_Task to carry out_: Scan the listing below. Report each line that includes "buttons".
-- Record set follows --
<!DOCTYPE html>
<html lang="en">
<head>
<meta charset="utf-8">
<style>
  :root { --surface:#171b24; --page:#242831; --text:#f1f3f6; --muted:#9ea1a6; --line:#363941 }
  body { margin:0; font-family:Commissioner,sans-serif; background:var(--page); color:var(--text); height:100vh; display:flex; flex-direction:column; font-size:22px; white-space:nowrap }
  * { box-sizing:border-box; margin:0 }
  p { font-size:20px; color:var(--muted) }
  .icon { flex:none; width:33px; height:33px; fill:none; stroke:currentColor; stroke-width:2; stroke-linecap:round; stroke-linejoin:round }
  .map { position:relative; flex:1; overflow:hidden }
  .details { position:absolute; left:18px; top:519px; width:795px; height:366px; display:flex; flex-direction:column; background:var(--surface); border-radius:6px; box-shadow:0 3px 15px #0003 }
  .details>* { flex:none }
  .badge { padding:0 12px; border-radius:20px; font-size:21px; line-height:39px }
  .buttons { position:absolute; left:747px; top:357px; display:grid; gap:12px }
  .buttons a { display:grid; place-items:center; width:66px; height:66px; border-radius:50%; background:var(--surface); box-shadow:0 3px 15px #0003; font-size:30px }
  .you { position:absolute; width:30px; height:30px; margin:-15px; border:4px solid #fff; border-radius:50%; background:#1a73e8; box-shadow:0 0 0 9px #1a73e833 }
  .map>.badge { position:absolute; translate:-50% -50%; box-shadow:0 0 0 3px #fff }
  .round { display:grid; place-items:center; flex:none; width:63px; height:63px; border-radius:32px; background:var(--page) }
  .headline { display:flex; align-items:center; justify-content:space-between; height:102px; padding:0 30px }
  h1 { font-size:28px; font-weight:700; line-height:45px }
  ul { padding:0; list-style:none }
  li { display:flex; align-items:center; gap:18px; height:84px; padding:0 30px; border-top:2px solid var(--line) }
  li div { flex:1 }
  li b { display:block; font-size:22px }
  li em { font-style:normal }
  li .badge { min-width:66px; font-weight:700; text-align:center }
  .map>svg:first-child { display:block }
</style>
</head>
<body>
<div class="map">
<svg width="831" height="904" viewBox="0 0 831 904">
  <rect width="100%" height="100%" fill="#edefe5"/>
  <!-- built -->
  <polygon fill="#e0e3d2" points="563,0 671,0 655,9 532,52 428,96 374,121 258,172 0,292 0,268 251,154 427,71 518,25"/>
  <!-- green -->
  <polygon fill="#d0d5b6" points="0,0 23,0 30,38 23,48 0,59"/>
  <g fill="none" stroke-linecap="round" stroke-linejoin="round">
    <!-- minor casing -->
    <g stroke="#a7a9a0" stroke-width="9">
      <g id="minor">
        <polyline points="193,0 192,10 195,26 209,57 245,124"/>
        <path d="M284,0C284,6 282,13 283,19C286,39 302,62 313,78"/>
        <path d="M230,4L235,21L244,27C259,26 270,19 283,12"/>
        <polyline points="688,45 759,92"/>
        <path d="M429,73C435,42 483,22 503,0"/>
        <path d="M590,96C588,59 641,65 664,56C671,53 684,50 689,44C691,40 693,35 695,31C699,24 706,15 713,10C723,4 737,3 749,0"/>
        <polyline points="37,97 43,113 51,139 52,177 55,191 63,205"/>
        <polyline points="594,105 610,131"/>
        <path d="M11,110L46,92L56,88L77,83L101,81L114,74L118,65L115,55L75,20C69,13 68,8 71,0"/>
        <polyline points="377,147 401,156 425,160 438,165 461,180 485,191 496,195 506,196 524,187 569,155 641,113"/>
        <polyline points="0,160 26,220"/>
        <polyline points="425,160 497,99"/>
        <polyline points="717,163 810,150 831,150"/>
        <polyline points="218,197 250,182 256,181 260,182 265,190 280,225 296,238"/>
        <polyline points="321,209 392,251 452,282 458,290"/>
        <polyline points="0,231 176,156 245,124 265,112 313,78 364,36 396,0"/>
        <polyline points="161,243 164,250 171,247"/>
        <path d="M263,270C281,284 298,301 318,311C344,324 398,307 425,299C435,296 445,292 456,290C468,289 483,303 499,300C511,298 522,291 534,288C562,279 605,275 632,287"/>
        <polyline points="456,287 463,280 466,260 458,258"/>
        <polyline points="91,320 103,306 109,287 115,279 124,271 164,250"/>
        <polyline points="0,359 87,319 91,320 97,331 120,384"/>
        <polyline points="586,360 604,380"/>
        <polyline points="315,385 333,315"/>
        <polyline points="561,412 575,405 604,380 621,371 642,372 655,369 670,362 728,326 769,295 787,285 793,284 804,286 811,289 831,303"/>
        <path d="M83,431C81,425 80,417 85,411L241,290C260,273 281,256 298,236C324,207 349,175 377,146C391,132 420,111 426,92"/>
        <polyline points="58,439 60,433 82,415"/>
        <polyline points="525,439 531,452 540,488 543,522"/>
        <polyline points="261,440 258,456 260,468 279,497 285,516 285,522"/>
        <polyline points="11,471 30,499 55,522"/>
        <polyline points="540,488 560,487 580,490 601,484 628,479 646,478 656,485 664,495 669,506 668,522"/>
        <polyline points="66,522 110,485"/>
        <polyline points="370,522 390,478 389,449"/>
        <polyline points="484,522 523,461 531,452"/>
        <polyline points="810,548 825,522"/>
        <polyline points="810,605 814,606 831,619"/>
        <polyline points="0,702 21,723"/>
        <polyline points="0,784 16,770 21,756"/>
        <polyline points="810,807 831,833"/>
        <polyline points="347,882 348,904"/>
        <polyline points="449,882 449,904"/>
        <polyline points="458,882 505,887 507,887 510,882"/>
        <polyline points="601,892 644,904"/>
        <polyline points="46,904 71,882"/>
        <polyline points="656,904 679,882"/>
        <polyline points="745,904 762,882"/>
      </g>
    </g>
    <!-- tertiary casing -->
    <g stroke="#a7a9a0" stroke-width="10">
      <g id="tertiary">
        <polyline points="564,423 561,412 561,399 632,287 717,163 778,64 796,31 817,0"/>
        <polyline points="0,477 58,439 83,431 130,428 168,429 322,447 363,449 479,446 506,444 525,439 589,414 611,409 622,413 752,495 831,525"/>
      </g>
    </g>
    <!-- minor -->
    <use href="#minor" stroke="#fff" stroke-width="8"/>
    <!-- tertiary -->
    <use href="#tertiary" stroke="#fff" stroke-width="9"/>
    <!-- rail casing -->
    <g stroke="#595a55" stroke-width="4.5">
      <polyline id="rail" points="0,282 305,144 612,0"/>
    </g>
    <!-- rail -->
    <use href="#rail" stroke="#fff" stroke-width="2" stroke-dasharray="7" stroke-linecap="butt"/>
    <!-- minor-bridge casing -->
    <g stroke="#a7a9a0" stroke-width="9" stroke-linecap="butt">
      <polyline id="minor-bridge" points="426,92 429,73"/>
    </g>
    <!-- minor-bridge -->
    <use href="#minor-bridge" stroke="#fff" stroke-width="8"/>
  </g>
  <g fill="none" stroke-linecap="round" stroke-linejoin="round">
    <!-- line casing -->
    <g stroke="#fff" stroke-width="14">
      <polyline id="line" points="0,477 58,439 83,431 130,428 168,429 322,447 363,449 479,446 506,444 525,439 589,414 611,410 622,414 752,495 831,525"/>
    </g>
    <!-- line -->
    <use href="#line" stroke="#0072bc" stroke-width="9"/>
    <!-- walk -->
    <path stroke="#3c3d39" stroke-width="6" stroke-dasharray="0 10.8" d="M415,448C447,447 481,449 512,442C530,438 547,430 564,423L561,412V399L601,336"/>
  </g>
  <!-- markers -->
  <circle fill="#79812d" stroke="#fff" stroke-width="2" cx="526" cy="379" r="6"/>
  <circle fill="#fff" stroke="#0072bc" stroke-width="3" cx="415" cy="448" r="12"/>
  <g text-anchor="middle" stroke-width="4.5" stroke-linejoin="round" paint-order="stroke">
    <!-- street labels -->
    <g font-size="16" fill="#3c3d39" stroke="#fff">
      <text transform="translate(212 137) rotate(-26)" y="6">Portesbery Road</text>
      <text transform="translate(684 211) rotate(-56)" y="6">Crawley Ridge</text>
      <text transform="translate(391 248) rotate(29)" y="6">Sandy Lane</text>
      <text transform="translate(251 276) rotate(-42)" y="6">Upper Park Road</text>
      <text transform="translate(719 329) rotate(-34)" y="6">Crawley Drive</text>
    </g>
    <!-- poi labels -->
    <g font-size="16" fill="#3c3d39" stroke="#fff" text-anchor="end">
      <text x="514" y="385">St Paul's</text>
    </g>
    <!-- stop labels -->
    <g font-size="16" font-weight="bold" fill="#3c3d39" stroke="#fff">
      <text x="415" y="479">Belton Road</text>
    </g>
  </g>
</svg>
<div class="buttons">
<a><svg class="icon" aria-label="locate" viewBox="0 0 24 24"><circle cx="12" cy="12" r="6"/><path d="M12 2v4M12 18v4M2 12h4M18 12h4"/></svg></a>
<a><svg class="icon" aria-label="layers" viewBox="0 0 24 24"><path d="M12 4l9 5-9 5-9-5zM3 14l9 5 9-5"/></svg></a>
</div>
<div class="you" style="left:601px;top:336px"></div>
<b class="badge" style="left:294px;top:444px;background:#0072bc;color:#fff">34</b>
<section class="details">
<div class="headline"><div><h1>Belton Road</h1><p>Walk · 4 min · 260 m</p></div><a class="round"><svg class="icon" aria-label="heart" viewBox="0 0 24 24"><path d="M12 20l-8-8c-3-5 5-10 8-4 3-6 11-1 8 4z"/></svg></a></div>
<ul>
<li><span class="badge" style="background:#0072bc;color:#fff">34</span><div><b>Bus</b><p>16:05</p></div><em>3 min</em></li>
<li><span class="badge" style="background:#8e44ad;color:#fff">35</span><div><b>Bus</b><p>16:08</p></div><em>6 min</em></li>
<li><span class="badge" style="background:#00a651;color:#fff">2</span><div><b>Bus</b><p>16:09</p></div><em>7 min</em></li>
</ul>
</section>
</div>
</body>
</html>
-- Record set concluded --
_Answer space_:
  .buttons { position:absolute; left:747px; top:357px; display:grid; gap:12px }
  .buttons a { display:grid; place-items:center; width:66px; height:66px; border-radius:50%; background:var(--surface); box-shadow:0 3px 15px #0003; font-size:30px }
<div class="buttons">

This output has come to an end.